**Instructions to follow:**
Report each line of the records below that uses the word "rotate".

(Source data)
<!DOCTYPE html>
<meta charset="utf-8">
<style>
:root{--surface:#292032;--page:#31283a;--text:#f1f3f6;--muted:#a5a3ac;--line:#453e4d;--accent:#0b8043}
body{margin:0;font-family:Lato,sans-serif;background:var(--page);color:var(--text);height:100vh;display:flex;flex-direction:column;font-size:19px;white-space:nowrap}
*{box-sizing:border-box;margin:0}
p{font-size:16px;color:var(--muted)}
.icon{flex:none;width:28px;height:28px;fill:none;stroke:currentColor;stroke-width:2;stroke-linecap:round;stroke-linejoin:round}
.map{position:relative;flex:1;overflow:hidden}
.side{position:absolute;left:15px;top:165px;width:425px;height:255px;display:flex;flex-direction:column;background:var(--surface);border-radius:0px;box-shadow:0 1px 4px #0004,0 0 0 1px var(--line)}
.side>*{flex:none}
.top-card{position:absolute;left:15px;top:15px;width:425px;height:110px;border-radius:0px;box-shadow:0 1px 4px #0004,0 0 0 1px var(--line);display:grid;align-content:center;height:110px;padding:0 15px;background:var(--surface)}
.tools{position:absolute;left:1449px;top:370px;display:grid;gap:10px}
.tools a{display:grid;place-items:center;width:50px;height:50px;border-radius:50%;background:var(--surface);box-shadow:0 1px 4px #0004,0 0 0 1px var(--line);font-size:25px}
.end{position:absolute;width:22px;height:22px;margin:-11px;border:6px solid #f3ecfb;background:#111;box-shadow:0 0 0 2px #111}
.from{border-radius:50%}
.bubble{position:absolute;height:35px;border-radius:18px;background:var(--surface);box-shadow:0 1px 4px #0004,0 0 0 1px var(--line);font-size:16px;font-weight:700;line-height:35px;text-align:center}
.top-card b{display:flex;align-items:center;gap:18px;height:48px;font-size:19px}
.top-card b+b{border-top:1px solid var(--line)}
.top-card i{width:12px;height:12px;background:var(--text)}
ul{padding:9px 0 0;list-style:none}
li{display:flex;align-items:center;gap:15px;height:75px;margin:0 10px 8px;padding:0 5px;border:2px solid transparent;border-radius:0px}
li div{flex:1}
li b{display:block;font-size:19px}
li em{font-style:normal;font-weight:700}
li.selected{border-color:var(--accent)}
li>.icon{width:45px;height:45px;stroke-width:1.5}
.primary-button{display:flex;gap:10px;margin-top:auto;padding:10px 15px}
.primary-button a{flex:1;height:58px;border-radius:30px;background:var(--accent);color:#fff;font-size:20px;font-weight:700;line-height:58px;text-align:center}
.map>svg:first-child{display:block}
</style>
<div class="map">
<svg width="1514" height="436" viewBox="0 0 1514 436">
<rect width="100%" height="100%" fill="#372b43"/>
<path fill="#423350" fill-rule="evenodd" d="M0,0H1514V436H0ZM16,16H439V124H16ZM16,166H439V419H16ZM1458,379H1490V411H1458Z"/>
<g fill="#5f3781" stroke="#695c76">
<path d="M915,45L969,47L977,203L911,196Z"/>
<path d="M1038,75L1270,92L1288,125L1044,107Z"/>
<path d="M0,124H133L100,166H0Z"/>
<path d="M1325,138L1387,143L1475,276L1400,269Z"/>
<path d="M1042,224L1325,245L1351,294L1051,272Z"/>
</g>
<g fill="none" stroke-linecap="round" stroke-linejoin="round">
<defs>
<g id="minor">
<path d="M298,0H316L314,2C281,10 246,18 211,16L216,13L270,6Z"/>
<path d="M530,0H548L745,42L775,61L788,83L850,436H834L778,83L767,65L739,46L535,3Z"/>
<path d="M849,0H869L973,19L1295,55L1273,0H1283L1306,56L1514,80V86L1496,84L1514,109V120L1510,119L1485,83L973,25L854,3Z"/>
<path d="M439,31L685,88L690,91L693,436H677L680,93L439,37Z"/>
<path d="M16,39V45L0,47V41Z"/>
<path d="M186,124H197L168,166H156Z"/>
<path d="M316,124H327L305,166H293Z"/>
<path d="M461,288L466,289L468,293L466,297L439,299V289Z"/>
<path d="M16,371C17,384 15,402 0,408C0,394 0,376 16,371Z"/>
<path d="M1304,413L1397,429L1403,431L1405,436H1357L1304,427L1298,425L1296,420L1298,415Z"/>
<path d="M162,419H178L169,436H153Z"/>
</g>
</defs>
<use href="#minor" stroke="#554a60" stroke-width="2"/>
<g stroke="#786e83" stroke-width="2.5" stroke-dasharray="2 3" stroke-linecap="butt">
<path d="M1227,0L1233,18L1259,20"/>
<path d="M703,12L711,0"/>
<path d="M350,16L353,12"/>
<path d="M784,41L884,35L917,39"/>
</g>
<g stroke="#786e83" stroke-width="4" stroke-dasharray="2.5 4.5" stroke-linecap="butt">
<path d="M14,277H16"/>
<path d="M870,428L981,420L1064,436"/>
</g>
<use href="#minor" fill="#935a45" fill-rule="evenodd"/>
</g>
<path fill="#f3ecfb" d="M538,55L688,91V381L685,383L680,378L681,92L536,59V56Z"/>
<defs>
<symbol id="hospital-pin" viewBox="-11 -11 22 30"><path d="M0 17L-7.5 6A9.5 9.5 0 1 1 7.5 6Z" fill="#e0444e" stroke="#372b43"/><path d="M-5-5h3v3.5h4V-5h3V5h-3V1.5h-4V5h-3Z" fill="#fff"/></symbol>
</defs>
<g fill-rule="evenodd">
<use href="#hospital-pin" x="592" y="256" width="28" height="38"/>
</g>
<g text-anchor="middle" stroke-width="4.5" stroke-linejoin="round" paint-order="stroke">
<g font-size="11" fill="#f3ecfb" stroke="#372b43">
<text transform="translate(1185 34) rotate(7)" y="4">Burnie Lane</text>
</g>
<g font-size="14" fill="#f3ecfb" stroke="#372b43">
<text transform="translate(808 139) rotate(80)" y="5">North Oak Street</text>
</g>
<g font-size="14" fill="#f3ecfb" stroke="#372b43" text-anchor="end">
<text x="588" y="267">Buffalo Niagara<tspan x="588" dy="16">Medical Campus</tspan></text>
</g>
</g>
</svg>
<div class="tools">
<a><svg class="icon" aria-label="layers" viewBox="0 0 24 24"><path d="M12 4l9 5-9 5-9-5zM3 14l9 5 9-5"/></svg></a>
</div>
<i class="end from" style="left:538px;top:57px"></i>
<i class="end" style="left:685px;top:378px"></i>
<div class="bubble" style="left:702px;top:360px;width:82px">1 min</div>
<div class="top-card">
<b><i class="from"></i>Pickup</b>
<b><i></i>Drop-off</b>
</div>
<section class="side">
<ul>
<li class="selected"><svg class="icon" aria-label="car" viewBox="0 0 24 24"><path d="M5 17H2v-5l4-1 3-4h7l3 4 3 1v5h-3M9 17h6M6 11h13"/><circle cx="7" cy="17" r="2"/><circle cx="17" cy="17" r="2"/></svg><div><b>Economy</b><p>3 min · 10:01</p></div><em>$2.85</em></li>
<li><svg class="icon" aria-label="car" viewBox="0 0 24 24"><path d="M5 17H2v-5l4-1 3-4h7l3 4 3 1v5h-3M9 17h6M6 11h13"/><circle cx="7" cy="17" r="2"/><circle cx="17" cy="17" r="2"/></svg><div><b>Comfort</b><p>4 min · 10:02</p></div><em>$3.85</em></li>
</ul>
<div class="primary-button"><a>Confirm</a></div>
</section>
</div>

**Exercise result:**
<text transform="translate(1185 34) rotate(7)" y="4">Burnie Lane</text>
<text transform="translate(808 139) rotate(80)" y="5">North Oak Street</text>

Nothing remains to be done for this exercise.